Le genre policier aborde toujours les personnages avec authenticité. Souvent, ils sont des personnes tout ce qu’il y a de plus normal, proches de notre réalité. Leur dualité, propre à chaque être humain, y est décrite nous permettant ainsi de voir leur lumière, mais aussi leur noirceur. Ceci normalisant par le fait même notre propre dualité et nos questionnements intérieurs les plus profonds comme être humain. Par exemple, les détectives sont souvent abordés selon la réalité exaltante de leur travail et leur bienveillance face aux victimes, mais aussi, leurs problèmes y sont bien décrits, les ramenant ainsi au commun des mortels. Le fait que leur dualité y est présentée avec autant d’acuité et de normalisation permet de s’attacher aux personnages, de s’y identifier et d’embarquer alors complètement dans l’histoire racontée.

Être transporté

Les romans policiers permettent également de voyager. De pouvoir suivre une intrigue qui se passe en Suède, dans un petit village côtier comme dans les romans de Camilla Läckberg, nous permet d’en apprendre un peu plus sur ce pays, sur sa culture, son climat, sur les habitudes alimentaires et les valeurs. Pour un moment, cela nous déconnecte de notre train-train quotidien. Mais, ils nous permettent également de voyager à travers d’autres réalités. Pour un moment, on peut se mettre dans la peau d’un policier menant une enquête de front ou dans celle d’une victime et ressentir ce qu’elle vit. Nous pouvons même adopter le point de vue du tueur si l’on veut. C’est là, la magie des livres, nous permettre de vivre des choses que nous ne pourrions vivre autrement, d’endosser le rôle que l’on veut le temps de quelques pages.

Humanité

Personnellement, comme lectrice, un bon roman est un roman qui vient me toucher dans ma réalité, qui m’inspire, qui joue avec mes émotions. En raison de l’humanité qui se dégage des romans policiers, je suis très souvent touchée par mes lectures.

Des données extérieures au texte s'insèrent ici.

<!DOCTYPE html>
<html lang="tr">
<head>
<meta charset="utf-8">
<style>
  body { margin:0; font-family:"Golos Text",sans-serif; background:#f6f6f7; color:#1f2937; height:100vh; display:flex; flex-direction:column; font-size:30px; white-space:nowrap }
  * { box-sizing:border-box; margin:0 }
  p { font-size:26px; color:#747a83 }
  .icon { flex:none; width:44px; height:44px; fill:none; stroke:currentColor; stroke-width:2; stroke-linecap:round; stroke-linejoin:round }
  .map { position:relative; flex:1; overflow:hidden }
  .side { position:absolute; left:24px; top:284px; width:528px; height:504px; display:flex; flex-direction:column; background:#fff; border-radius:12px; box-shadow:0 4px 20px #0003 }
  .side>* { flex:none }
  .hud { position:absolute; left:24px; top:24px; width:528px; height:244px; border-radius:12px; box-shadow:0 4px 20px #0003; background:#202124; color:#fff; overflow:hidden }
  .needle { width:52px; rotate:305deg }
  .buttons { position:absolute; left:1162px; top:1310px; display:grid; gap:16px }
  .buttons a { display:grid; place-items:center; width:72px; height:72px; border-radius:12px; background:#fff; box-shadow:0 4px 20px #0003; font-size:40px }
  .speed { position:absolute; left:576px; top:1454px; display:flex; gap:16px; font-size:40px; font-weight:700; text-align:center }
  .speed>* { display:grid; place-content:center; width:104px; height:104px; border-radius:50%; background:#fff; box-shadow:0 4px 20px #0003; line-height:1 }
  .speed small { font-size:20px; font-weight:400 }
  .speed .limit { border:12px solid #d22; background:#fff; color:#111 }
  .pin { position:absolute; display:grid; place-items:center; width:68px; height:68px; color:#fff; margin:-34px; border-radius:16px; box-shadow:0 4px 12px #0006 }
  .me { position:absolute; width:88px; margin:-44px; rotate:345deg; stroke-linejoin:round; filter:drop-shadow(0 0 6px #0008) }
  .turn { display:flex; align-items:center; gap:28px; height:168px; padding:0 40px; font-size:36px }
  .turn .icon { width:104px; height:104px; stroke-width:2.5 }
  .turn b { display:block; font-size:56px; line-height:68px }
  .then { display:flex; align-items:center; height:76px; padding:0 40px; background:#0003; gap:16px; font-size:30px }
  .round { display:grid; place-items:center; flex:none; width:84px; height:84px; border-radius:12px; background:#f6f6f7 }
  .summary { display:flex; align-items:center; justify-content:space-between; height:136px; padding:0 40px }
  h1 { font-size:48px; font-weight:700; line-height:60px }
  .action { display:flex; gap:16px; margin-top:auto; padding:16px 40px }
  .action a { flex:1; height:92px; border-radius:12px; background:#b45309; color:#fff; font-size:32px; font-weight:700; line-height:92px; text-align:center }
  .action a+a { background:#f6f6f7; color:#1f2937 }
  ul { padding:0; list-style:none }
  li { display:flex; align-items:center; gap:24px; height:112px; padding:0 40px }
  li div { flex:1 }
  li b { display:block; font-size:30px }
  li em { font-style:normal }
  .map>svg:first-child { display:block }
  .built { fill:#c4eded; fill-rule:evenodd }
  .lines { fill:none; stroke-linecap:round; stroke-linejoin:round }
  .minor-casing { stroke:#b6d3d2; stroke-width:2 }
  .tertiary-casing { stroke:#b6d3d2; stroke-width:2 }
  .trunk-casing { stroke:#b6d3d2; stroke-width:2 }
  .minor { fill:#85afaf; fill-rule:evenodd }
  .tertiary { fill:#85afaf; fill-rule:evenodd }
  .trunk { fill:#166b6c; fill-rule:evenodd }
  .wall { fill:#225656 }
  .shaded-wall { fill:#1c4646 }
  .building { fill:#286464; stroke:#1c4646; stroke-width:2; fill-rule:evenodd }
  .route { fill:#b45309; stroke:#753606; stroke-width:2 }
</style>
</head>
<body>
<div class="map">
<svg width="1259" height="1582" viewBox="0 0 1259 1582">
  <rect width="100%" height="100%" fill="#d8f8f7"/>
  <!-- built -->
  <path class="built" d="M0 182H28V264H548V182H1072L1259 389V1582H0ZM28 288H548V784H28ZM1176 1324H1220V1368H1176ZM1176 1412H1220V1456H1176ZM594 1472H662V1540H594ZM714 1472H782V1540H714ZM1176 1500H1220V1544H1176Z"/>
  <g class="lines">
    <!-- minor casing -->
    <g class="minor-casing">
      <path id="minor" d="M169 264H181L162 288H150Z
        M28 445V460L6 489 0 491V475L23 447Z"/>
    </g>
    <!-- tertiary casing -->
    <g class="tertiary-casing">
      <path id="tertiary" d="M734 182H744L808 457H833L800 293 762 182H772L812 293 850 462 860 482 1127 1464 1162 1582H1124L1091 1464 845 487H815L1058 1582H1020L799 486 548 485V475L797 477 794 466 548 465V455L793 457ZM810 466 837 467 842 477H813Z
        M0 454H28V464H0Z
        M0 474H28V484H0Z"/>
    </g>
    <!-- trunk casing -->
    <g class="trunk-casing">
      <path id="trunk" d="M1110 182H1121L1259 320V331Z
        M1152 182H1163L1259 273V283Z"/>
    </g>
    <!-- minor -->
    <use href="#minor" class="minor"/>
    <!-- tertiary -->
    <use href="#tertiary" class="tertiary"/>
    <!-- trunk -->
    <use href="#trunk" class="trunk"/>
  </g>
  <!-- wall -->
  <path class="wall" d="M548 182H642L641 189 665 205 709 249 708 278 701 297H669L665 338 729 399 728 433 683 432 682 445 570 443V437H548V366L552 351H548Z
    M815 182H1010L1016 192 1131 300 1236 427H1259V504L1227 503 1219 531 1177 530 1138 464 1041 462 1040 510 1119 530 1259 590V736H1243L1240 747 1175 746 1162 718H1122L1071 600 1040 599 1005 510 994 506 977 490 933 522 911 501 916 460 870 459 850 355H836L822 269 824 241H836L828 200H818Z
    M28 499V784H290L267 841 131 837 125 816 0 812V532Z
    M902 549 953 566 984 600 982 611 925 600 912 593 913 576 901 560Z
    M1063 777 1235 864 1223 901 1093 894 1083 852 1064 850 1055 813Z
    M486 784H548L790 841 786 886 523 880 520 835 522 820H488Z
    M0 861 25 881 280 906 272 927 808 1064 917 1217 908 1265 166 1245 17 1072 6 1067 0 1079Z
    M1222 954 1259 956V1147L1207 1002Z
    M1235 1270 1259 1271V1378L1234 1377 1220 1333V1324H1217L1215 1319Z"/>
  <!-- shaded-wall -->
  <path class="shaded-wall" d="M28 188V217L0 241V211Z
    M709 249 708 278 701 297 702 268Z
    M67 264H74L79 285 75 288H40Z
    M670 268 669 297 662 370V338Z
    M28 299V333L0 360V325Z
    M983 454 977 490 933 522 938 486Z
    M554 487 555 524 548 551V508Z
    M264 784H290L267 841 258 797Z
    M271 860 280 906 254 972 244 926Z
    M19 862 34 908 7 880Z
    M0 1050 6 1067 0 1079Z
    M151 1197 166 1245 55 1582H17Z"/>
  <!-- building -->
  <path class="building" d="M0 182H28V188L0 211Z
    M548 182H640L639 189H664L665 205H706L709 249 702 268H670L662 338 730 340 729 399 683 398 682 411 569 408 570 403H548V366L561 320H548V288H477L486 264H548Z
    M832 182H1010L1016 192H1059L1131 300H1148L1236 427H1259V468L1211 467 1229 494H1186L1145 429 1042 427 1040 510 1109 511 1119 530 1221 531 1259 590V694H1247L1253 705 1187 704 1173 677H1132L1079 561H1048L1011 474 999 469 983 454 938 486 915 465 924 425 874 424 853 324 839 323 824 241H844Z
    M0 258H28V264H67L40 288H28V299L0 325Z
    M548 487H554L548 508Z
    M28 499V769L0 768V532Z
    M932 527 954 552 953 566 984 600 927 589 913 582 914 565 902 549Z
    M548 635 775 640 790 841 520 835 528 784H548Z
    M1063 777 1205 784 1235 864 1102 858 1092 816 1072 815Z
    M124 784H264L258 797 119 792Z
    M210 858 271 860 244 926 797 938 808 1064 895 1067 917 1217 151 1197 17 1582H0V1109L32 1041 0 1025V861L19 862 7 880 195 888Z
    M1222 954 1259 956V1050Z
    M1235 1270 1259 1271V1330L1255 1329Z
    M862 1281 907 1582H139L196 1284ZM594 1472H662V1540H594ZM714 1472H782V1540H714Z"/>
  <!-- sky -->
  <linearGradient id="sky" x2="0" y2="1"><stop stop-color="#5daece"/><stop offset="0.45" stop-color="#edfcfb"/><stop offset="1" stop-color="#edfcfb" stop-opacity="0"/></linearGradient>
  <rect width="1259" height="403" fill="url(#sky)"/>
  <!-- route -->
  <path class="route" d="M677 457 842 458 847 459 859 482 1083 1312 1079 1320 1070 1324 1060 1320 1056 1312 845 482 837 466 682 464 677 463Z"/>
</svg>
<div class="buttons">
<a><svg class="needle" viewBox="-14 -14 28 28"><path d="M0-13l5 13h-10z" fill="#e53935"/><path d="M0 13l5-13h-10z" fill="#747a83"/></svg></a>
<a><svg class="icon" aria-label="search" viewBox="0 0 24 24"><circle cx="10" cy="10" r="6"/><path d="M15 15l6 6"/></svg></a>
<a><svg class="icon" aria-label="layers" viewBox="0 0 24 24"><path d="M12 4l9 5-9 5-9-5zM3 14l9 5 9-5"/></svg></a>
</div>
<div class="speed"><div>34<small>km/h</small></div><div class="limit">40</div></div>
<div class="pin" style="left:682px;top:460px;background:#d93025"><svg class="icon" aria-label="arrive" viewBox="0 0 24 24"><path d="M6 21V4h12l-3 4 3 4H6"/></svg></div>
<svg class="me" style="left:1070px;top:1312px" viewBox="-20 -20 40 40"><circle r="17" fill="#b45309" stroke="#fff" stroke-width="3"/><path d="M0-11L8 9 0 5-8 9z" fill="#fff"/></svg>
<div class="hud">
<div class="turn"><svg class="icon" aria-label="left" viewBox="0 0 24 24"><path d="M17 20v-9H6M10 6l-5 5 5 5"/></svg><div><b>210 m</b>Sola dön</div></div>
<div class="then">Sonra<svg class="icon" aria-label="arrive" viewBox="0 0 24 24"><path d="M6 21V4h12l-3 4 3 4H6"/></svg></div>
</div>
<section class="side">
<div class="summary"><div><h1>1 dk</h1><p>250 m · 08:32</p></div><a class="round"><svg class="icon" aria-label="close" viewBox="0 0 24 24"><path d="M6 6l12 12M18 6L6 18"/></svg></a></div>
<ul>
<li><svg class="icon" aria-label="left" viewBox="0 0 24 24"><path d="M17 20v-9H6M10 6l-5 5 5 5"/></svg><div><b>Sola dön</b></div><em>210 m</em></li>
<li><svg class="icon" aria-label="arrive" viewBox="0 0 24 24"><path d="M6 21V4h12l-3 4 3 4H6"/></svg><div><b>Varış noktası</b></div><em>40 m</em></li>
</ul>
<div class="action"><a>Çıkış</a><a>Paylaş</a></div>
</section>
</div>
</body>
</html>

Je me rappelle avoir vécu un moment difficile cet été, alors que j’essayais de prendre en main ma santé, mais que la motivation n’était pas au rendez-vous. Je lisais à ce moment un roman de Lisa Gardner, Jusqu’à ce que la mort nous sépare, et aussi improbable que cela puisse paraître, la situation du personnage principal (elle s’entraîne pour affronter son ex-mari meurtrier) est venue me parler dans ma propre situation de démotivation à l’entraînement. La vision de la « persévérance » décrite par un des personnages est venue changer ma propre perception :

« Vous ne vous disiez pas, j’ai trop mal ou trop peur. Vous remontiez parce que vous n’aviez pas le choix. C’est la même chose ici, Angela. Vous nagez et vous nagez encore, sans réfléchir, parce que c’est la règle. Vous faites des pompes et des abdominaux jusqu’à l’épuisement, parce que c’est la règle. Et puis, un jour, vous vous rendez compte que vous êtes dans la zone et que vos bras, vos jambes n’existent plus. Vous n’êtes qu’un mouvement. C’est cela, la zone. Quand on la découvre, on est capable de tout. »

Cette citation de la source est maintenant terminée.